#### WHAT NEEDS TO BE DONE
Your answer should be the lines below from the one with "position:absolute; width:15px; height:15px;" to the one with "margin:0; padding:0; list-style:none", both included, given again exactly and with nothing added.

=== EXTRACTED RECORDS ===

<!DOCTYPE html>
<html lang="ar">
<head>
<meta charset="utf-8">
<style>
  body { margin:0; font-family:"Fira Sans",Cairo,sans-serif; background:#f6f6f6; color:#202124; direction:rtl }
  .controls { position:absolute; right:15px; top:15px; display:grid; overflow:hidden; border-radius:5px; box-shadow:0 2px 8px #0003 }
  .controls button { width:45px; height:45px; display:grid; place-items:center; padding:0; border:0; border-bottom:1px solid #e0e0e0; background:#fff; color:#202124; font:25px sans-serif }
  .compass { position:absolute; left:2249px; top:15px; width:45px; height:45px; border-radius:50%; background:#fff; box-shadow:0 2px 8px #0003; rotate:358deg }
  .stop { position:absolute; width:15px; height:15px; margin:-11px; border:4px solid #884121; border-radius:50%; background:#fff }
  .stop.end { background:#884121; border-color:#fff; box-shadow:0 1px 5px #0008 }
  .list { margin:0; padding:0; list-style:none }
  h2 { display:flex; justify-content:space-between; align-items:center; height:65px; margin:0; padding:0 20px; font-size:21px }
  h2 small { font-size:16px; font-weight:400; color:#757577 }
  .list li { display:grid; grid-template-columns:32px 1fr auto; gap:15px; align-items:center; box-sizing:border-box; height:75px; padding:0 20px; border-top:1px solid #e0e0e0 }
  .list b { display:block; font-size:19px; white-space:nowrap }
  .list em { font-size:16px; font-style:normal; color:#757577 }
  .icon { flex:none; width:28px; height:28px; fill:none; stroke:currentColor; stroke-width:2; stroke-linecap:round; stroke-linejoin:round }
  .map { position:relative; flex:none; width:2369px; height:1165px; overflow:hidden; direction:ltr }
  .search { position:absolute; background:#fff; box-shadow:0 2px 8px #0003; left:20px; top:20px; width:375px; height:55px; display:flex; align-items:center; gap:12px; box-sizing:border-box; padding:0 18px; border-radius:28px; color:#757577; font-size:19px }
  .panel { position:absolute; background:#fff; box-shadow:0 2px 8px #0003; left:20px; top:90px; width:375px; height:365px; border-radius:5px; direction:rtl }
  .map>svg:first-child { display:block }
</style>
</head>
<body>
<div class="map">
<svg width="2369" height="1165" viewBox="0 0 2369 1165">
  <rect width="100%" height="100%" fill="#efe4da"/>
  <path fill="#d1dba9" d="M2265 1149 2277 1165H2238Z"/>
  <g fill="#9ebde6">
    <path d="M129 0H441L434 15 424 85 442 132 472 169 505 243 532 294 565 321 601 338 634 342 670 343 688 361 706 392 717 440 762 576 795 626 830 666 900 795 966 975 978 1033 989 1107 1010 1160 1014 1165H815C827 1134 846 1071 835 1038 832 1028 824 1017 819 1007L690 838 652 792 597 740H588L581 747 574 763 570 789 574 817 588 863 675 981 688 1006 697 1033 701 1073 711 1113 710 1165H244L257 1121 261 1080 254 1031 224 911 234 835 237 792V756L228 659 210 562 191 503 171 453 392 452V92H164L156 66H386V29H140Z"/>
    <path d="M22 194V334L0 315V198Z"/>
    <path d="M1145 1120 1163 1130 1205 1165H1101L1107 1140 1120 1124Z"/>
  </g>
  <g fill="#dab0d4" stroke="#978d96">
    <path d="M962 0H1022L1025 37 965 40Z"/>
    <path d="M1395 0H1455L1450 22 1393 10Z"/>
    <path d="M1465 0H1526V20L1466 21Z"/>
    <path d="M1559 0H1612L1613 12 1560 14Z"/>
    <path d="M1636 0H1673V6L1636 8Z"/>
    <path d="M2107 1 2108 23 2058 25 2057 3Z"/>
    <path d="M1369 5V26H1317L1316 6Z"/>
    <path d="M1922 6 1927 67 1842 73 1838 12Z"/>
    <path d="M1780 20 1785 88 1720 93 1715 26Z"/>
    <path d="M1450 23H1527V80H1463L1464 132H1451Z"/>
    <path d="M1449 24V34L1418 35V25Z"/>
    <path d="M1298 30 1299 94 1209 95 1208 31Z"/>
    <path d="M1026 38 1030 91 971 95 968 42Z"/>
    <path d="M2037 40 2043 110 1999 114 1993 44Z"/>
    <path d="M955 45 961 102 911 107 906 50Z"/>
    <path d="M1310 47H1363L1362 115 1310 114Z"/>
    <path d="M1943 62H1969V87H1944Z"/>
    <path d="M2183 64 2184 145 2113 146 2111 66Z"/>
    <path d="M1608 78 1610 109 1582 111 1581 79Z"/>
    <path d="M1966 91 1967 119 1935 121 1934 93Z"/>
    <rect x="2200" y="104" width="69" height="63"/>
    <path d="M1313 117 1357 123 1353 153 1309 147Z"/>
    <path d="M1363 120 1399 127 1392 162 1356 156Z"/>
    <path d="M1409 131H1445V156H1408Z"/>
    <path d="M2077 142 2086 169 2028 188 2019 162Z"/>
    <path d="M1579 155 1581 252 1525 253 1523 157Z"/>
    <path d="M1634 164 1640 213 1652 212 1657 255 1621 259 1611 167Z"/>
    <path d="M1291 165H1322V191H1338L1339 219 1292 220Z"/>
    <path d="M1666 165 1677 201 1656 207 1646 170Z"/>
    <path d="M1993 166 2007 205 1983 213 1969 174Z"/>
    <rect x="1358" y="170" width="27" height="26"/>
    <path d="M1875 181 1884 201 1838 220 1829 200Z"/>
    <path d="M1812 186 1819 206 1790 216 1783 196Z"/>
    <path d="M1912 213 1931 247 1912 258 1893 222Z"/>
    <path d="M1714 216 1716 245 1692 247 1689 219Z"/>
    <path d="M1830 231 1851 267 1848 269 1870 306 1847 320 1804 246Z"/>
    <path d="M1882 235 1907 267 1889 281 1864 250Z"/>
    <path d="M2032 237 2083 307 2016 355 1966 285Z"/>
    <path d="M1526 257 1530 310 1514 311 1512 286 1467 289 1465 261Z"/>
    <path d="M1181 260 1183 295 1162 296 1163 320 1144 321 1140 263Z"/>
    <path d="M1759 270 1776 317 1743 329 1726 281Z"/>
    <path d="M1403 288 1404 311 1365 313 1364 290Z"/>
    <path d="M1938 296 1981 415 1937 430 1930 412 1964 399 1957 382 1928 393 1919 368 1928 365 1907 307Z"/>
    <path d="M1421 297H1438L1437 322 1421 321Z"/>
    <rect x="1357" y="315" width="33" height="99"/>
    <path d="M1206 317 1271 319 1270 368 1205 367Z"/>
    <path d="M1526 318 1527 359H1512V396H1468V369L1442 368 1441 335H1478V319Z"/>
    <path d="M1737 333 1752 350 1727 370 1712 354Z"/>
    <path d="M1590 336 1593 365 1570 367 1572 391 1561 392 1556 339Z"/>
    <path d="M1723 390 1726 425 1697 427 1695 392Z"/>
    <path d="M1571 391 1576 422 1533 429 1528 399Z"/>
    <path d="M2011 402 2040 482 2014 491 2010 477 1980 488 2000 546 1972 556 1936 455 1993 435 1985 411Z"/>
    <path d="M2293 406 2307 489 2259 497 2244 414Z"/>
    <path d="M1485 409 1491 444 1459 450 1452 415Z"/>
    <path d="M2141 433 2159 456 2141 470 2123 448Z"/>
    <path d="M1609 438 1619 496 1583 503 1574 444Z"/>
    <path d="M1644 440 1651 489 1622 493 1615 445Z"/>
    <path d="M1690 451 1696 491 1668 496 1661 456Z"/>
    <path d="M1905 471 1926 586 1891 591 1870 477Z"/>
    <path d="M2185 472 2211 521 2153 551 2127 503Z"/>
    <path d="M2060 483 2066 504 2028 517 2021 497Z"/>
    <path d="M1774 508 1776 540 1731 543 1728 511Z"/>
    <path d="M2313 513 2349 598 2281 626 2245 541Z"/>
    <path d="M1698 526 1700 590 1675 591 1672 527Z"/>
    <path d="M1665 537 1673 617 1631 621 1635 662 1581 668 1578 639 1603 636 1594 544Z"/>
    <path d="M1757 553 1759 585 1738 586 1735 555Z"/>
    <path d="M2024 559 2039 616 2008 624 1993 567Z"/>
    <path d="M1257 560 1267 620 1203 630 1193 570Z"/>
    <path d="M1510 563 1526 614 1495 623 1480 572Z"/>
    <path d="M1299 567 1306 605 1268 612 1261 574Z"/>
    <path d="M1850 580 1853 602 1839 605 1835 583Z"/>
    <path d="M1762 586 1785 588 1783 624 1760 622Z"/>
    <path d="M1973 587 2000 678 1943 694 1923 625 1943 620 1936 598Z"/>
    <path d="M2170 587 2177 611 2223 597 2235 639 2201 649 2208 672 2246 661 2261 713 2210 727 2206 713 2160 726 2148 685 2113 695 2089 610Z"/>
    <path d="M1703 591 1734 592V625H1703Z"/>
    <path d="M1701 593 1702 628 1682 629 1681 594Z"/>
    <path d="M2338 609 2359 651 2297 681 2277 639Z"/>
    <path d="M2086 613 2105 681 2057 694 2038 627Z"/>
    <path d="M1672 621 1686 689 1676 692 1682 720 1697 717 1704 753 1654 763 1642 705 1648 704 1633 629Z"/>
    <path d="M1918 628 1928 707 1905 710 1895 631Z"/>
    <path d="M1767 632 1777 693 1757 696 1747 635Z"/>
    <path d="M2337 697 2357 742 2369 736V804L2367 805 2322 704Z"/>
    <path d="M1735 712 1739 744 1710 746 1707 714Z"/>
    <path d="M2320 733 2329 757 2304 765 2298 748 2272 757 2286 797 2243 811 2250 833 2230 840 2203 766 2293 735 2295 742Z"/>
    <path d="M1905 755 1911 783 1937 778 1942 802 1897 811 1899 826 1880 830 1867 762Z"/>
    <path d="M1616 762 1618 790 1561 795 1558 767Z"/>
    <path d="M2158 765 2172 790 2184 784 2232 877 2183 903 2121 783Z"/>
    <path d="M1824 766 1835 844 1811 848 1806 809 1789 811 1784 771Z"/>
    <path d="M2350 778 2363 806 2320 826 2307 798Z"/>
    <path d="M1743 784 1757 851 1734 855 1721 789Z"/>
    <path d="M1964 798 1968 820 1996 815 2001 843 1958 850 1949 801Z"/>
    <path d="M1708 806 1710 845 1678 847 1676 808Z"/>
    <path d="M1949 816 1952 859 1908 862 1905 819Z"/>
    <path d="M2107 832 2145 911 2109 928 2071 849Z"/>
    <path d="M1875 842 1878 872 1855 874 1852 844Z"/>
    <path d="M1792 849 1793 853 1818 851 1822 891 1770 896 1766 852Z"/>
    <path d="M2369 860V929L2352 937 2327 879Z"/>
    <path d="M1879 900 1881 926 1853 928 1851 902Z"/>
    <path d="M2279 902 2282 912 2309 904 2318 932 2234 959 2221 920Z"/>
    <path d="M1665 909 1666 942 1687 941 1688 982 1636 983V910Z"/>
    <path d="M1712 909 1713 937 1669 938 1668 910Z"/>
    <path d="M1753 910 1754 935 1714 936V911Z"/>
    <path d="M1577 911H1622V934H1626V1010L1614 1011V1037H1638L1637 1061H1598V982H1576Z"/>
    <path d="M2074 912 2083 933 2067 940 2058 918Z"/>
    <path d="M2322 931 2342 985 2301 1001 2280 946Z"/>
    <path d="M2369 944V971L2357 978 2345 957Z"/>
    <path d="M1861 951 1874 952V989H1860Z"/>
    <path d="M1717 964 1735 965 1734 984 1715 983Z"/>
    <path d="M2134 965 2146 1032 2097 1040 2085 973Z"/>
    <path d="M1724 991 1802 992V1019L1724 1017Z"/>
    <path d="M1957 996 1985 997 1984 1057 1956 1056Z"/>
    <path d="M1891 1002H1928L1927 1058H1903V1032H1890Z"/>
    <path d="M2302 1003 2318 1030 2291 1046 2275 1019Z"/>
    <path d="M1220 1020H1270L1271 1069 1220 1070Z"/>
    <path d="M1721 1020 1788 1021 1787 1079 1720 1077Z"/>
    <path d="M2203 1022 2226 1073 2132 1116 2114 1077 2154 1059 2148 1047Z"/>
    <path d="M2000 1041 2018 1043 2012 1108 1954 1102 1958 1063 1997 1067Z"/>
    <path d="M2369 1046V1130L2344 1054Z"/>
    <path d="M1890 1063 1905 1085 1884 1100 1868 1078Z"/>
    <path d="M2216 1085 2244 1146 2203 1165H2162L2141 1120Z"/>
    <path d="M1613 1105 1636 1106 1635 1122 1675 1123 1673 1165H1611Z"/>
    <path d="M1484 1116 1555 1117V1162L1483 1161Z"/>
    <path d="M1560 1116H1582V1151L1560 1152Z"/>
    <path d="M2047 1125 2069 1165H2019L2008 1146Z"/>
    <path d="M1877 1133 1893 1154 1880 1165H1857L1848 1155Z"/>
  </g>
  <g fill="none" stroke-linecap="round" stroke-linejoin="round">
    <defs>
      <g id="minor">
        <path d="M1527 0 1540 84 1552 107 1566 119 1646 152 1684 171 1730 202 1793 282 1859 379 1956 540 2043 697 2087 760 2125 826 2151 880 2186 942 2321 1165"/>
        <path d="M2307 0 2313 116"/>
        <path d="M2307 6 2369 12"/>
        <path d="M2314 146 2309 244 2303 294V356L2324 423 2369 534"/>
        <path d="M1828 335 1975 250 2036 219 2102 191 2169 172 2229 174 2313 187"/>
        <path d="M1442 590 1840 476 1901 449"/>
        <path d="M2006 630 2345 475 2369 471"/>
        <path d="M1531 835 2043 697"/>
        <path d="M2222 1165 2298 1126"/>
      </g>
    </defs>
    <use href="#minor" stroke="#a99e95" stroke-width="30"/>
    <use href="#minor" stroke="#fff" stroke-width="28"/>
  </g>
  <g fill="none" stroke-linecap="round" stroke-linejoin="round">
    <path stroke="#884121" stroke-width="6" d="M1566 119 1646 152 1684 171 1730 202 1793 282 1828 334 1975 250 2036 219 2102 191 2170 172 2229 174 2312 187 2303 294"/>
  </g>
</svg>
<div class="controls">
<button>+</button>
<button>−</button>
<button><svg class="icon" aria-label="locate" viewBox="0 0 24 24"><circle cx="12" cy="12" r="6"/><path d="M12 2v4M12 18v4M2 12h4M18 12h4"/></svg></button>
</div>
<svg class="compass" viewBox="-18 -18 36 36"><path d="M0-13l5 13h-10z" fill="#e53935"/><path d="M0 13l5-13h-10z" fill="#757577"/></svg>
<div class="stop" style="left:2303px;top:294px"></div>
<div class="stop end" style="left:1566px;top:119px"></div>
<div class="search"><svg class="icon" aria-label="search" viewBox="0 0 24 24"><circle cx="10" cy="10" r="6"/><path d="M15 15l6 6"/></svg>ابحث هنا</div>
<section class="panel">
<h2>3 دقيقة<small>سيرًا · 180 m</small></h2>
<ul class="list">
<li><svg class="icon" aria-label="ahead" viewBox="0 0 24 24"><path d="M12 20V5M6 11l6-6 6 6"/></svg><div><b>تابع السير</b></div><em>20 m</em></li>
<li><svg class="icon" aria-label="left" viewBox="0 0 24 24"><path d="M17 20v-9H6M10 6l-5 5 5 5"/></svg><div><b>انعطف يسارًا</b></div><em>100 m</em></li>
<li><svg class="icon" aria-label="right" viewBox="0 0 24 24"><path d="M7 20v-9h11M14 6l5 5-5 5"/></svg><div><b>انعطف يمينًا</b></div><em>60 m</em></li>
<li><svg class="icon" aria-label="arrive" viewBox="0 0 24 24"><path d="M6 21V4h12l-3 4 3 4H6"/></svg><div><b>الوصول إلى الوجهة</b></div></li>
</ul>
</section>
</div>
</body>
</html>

===

#### RESPONSE FOR THIS EXERCISE
  .stop { position:absolute; width:15px; height:15px; margin:-11px; border:4px solid #884121; border-radius:50%; background:#fff }
  .stop.end { background:#884121; border-color:#fff; box-shadow:0 1px 5px #0008 }
  .list { margin:0; padding:0; list-style:none }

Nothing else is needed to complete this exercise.